Required action:
Among the entries below, count the lines with "Moreira" in them and state the total without comment.

Extracted information:
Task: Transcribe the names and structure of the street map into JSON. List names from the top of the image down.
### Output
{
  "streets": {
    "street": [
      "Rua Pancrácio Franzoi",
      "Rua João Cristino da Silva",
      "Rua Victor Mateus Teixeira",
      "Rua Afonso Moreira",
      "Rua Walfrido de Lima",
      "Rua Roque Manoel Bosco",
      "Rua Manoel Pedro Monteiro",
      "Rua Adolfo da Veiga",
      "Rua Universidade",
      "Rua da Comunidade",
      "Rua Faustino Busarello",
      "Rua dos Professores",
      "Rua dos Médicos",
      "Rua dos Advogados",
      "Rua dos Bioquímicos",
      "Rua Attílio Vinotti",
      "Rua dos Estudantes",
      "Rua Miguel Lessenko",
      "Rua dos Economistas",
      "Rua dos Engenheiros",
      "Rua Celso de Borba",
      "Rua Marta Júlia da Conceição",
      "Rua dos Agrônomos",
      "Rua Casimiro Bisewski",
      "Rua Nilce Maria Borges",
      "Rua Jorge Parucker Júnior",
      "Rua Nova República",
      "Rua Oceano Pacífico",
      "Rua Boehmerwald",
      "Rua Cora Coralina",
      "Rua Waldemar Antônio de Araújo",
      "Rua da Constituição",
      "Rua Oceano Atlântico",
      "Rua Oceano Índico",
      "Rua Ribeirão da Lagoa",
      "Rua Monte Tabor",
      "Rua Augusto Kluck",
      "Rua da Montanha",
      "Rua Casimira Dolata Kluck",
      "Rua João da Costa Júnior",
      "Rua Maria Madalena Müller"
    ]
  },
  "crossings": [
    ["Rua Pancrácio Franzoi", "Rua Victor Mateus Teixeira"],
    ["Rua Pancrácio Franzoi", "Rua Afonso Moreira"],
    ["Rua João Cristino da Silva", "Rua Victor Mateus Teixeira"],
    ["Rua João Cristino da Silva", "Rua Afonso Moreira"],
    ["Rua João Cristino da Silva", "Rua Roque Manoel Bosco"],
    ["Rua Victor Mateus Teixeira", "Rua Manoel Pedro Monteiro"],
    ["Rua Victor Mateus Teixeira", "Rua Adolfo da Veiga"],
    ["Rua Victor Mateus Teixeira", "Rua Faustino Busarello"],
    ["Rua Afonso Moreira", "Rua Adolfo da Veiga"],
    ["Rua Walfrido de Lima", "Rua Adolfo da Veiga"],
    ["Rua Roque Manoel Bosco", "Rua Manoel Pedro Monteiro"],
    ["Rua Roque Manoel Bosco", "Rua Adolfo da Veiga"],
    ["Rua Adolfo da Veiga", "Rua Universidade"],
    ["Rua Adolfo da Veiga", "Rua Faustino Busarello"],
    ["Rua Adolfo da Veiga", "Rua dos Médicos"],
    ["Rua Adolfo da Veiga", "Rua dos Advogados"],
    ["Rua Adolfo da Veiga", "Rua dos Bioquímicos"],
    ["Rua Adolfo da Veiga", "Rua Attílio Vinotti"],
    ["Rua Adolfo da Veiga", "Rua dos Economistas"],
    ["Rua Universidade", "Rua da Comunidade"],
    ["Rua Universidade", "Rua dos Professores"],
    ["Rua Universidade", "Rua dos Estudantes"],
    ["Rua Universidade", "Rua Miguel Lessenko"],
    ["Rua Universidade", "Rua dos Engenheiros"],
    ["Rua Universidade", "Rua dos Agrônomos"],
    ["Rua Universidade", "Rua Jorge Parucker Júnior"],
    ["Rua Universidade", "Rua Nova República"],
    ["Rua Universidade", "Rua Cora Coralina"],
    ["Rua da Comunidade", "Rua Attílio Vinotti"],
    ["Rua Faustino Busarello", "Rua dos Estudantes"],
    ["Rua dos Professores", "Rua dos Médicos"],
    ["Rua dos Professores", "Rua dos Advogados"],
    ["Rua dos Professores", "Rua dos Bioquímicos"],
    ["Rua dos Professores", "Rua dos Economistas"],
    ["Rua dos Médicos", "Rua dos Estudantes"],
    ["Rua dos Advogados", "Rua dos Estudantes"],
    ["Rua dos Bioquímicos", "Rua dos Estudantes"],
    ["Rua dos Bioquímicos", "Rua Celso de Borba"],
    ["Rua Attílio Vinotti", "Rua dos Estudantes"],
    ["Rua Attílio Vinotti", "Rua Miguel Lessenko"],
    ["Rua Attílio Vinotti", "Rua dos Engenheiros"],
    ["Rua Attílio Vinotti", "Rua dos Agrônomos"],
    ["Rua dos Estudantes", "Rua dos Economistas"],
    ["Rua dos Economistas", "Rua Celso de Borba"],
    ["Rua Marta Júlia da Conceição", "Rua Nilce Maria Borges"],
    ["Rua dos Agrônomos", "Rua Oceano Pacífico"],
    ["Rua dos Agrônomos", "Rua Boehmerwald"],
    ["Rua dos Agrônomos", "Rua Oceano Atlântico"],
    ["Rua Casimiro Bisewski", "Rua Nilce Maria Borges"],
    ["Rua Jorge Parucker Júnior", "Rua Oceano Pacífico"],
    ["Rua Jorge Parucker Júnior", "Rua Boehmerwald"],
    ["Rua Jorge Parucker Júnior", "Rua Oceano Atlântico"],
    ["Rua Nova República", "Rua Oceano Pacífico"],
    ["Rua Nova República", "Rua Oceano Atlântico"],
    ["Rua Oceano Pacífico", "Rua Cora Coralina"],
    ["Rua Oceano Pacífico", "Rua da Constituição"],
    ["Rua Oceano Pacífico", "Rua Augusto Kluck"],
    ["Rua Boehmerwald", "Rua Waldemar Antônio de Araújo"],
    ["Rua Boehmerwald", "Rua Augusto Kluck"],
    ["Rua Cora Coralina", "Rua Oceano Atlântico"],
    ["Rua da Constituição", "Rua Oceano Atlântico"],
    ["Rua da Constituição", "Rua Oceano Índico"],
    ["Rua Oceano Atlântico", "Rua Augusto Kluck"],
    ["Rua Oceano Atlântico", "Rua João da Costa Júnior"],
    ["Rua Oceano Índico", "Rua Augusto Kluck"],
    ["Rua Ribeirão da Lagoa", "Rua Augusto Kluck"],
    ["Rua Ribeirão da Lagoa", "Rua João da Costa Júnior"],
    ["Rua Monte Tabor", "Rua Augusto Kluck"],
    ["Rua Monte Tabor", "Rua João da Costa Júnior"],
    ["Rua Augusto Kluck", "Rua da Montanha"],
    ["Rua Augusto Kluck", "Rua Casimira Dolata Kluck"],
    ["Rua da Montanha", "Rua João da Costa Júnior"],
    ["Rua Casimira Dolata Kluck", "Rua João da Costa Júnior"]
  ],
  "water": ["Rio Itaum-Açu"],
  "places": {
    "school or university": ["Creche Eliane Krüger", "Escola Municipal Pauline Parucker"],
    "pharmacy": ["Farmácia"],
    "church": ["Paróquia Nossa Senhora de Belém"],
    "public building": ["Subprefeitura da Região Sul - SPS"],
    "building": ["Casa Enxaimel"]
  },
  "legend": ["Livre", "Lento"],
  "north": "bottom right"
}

Answer box:
4